At Kanazawa University, researchers have uncovered a hidden layer of brain architecture that could reshape how we understand autism spectrum disorder: microscopic nets surrounding neurons in the cerebellum that, when disrupted, impair the very circuits that allow us to connect socially with others.

The discovery matters because autism spectrum disorder affects social interaction and communication in profound ways, yet scientists have struggled to pinpoint exactly how structural changes in the brain drive these challenges. For decades, the cerebellum was dismissed as merely the brain's motor control center—the part that keeps us coordinated and balanced. But in recent years, researchers have recognized it as a crucial regulator of higher-order functions like emotion, cognition, and social behavior. The molecular mechanism linking cerebellar changes to autism's social deficits, however, remained frustratingly unclear.
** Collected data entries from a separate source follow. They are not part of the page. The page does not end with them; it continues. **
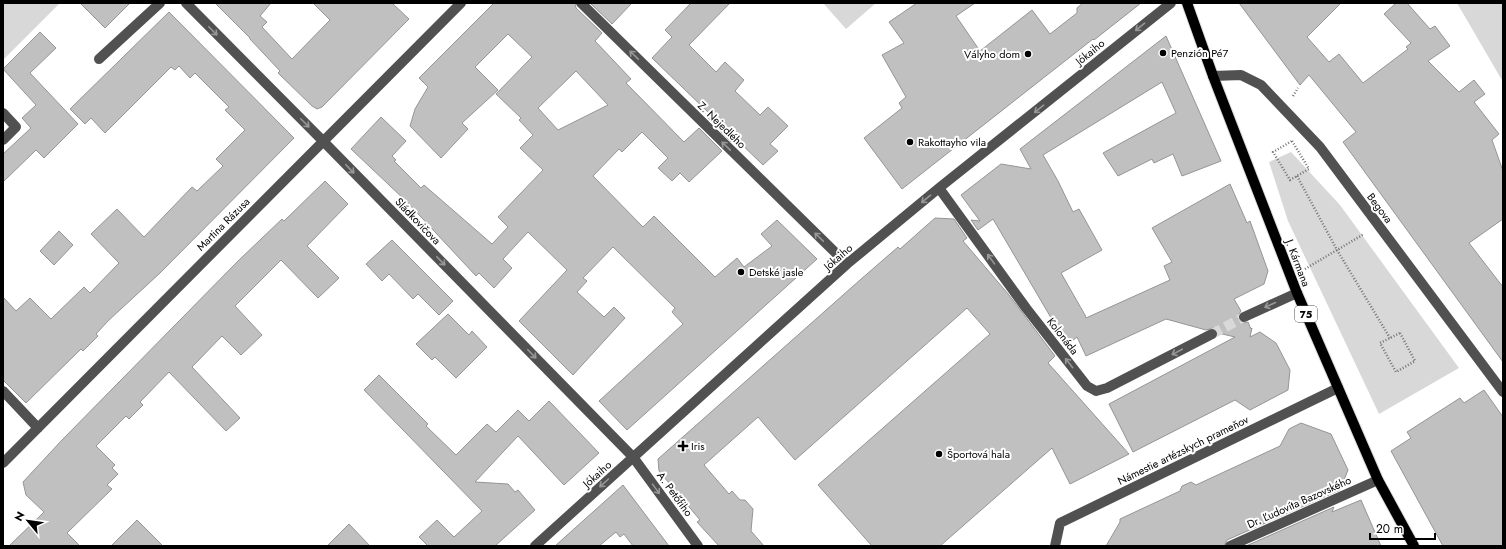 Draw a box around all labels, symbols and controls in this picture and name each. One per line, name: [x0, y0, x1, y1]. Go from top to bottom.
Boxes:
one-way arrow: [1135, 23, 1146, 32]
one-way arrow: [208, 26, 218, 36]
street label: Jókaiho: [1070, 35, 1108, 70]
place label: Penzión Pé7: [1171, 45, 1229, 61]
place label: Vályho dom: [964, 46, 1020, 62]
marker: Penzión Pé7: [1158, 48, 1168, 58]
marker: Vályho dom: [1023, 49, 1033, 59]
one-way arrow: [629, 50, 639, 60]
street label: Z. Nejedlého: [694, 98, 750, 152]
one-way arrow: [1033, 104, 1044, 113]
one-way arrow: [300, 118, 310, 128]
place label: Rakottayho vila: [918, 134, 986, 150]
marker: Rakottayho vila: [905, 137, 915, 147]
one-way arrow: [721, 141, 731, 151]
one-way arrow: [345, 164, 355, 174]
street label: Begova: [1363, 190, 1397, 226]
street label: Martina Rázusa: [193, 194, 253, 254]
street label: Sládkovičova: [392, 194, 444, 248]
one-way arrow: [921, 194, 932, 203]
one-way arrow: [814, 232, 824, 242]
street label: J. Kármana: [1281, 235, 1314, 289]
street label: Jókaiho: [819, 240, 856, 275]
one-way arrow: [987, 254, 995, 265]
one-way arrow: [436, 256, 446, 266]
place label: Detské jasle: [749, 264, 804, 280]
marker: Detské jasle: [736, 267, 746, 277]
one-way arrow: [1265, 301, 1277, 309]
road number: 75: [1295, 306, 1317, 322]
street label: Kolonáda: [1043, 314, 1083, 358]
one-way arrow: [527, 349, 537, 359]
one-way arrow: [1171, 349, 1183, 356]
one-way arrow: [1065, 357, 1073, 368]
street label: Námestie artézskych prameňov: [1115, 411, 1251, 489]
place label: Iris: [691, 438, 705, 454]
marker: Iris: [678, 441, 688, 451]
place label: Športová hala: [947, 446, 1010, 462]
marker: Športová hala: [934, 449, 944, 459]
street label: Jókaiho: [578, 457, 615, 492]
street label: A. Petőfiho: [653, 468, 697, 520]
street label: Dr. Ľudovíta Bazovského: [1244, 472, 1354, 532]
one-way arrow: [599, 479, 609, 488]
one-way arrow: [652, 483, 660, 494]
north arrow: [8, 501, 48, 541]
text: N: [10, 508, 28, 524]
scale bar: [1370, 515, 1435, 541]
text: 20 m: [1376, 520, 1403, 538] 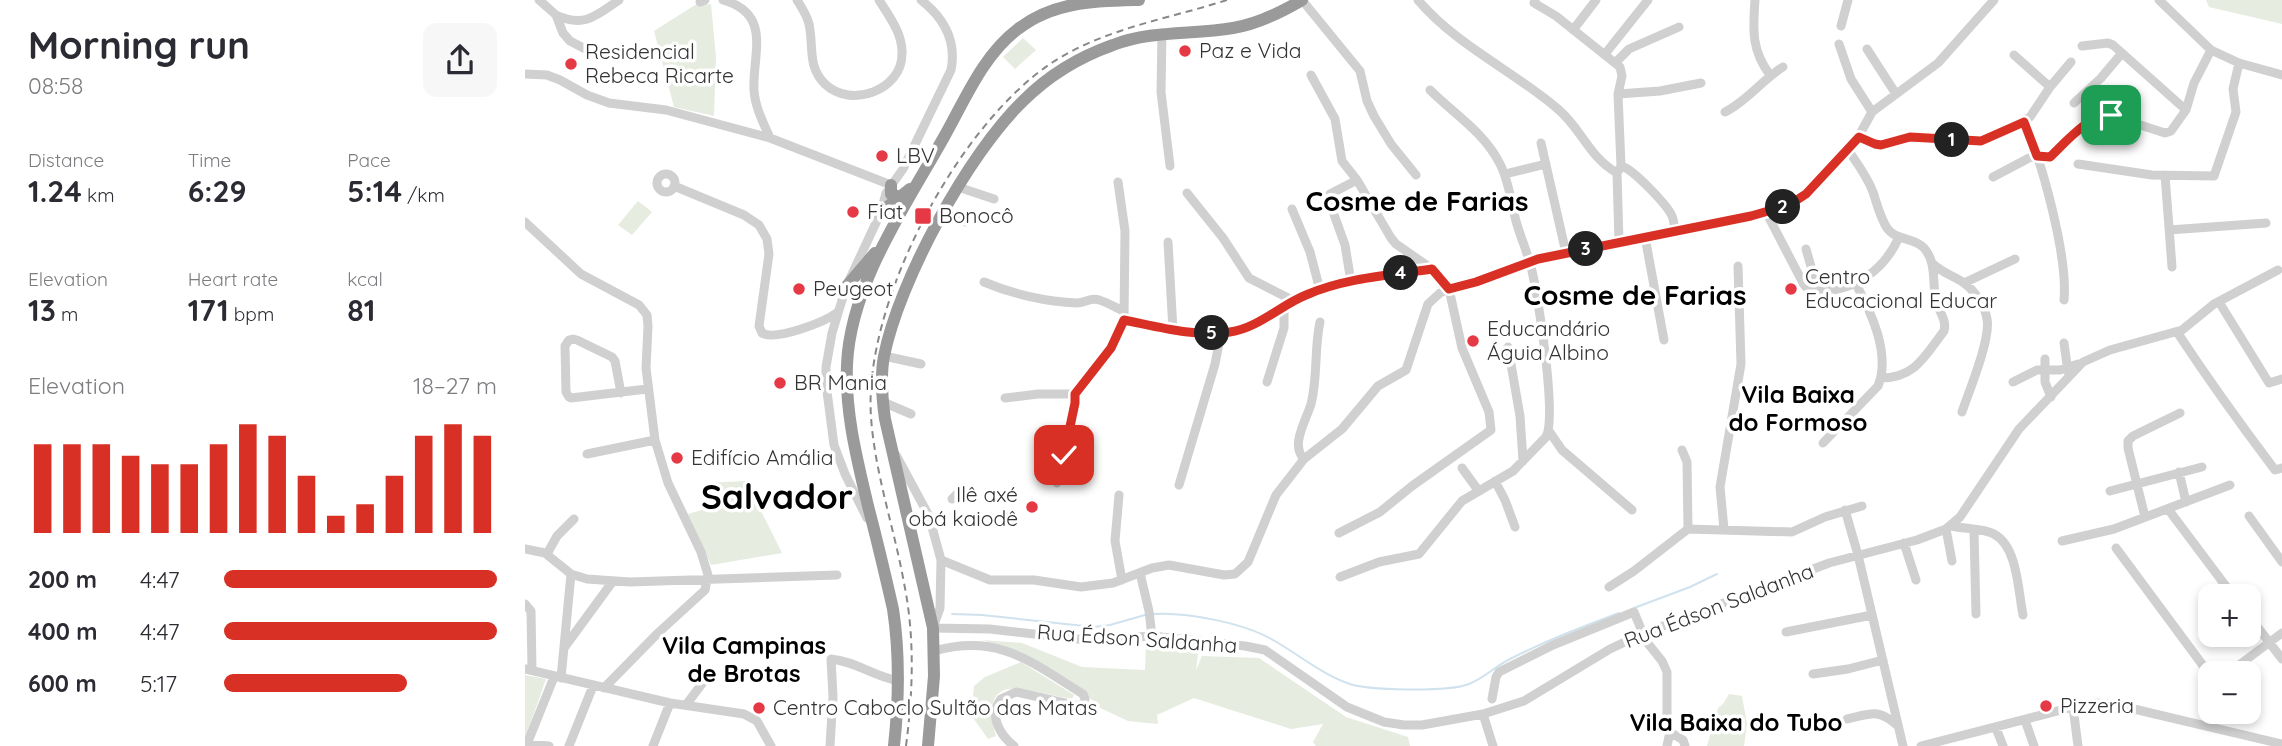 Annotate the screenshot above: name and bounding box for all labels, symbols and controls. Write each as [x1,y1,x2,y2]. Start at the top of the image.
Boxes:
text: Morning run [28,21,250,69]
button: share [423,23,497,97]
place label: Paz e Vida [1199,37,1301,63]
place label: Residencial Rebeca Ricarte [585,38,734,88]
marker: Paz e Vida [1177,43,1193,59]
marker: Residencial Rebeca Ricarte [563,56,579,72]
text: 08:58 [28,71,83,100]
pin [2081,85,2141,145]
icon: arrive [2092,96,2130,134]
pin: 1 [1935,122,1969,158]
text: 1 [1948,127,1955,151]
place label: LBV [896,142,935,168]
text: Distance [28,148,104,172]
text: Time [188,148,231,172]
text: Pace [347,148,391,172]
marker: LBV [874,148,890,164]
text: 1.24 [28,172,82,210]
text: 6:29 [188,172,247,210]
text: 5:14 [347,172,402,210]
text: km [82,183,115,207]
text: /km [402,183,445,207]
district label: Cosme de Farias [1305,183,1529,218]
pin: 2 [1765,190,1801,224]
text: 2 [1777,194,1788,218]
place label: Fiat [867,198,903,224]
place label: Bonocô [939,202,1014,228]
marker: Fiat [845,204,861,220]
marker: Bonocô [913,206,933,226]
pin: 3 [1569,232,1603,266]
text: 3 [1580,236,1591,260]
pin: 4 [1383,256,1419,290]
text: 4 [1395,260,1406,284]
place label: Centro Educacional Educar [1805,263,1997,313]
text: Elevation [28,267,108,291]
text: Heart rate [188,267,278,291]
text: kcal [347,267,383,291]
place label: Peugeot [813,275,893,301]
district label: Cosme de Farias [1523,277,1747,312]
marker: Peugeot [791,281,807,297]
marker: Centro Educacional Educar [1783,281,1799,297]
text: 13 [28,291,56,329]
text: 171 [188,291,229,329]
text: 81 [347,291,375,329]
text: m [56,302,78,326]
text: bpm [229,302,274,326]
place label: Educandário Águia Albino [1487,315,1610,365]
pin: 5 [1195,316,1229,350]
text: 5 [1206,320,1217,344]
marker: Educandário Águia Albino [1465,333,1481,349]
place label: BR Mania [794,369,887,395]
text: Elevation [28,371,125,400]
text: 18–27 m [413,371,497,400]
marker: BR Mania [772,375,788,391]
district label: Vila Baixa do Formoso [1729,379,1867,437]
pin [1034,425,1094,485]
icon: check [1045,436,1083,474]
place label: Edifício Amália [691,444,833,470]
marker: Edifício Amália [669,450,685,466]
district label: Salvador [701,474,853,518]
place label: Ilê axé obá kaiodê [908,481,1018,531]
marker: Ilê axé obá kaiodê [1024,499,1040,515]
street label: Rua Édson Saldanha [1620,557,1817,653]
text: 200 m [28,565,97,594]
text: 4:47 [140,565,180,594]
map controls [2198,584,2261,724]
button: + [2198,584,2261,647]
text: 400 m [28,617,97,646]
text: 4:47 [140,617,180,646]
street label: Rua Édson Saldanha [1036,618,1238,658]
district label: Vila Campinas de Brotas [662,630,826,688]
button: − [2198,661,2261,724]
text: 600 m [28,669,97,698]
text: 5:17 [140,669,177,698]
place label: Pizzeria [2060,692,2134,718]
place label: Centro Caboclo Sultão das Matas [773,694,1097,720]
marker: Pizzeria [2038,698,2054,714]
marker: Centro Caboclo Sultão das Matas [751,700,767,716]
district label: Vila Baixa do Tubo [1629,707,1843,737]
The Kanazawa team investigated two distinct ASD mouse models that represent different autism risk pathways: one exposed to prenatal valproic acid, an environmental risk factor, and another carrying a mutation in the Chd8 gene, a genetic risk factor. Despite these different origins, both models revealed the same striking finding: neurons in the deep cerebellar nuclei—the cerebellum's major output region—showed a marked reduction in perineuronal nets (PNNs), specialized extracellular matrix structures that wrap around neurons like protective lattices.

These PNNs are not mere scaffolding. They stabilize neuronal excitability, regulate synaptic signaling, and support the maturation of neural circuits. To understand what happens when they vanish, the researchers used an enzymatic approach to selectively degrade PNNs in the cerebellar nuclei of normal mice. The results were clear and sobering: mice with disrupted PNNs displayed impaired social behavior, showing reduced social interaction and decreased interest in unfamiliar mice. The structural change directly caused the behavioral change.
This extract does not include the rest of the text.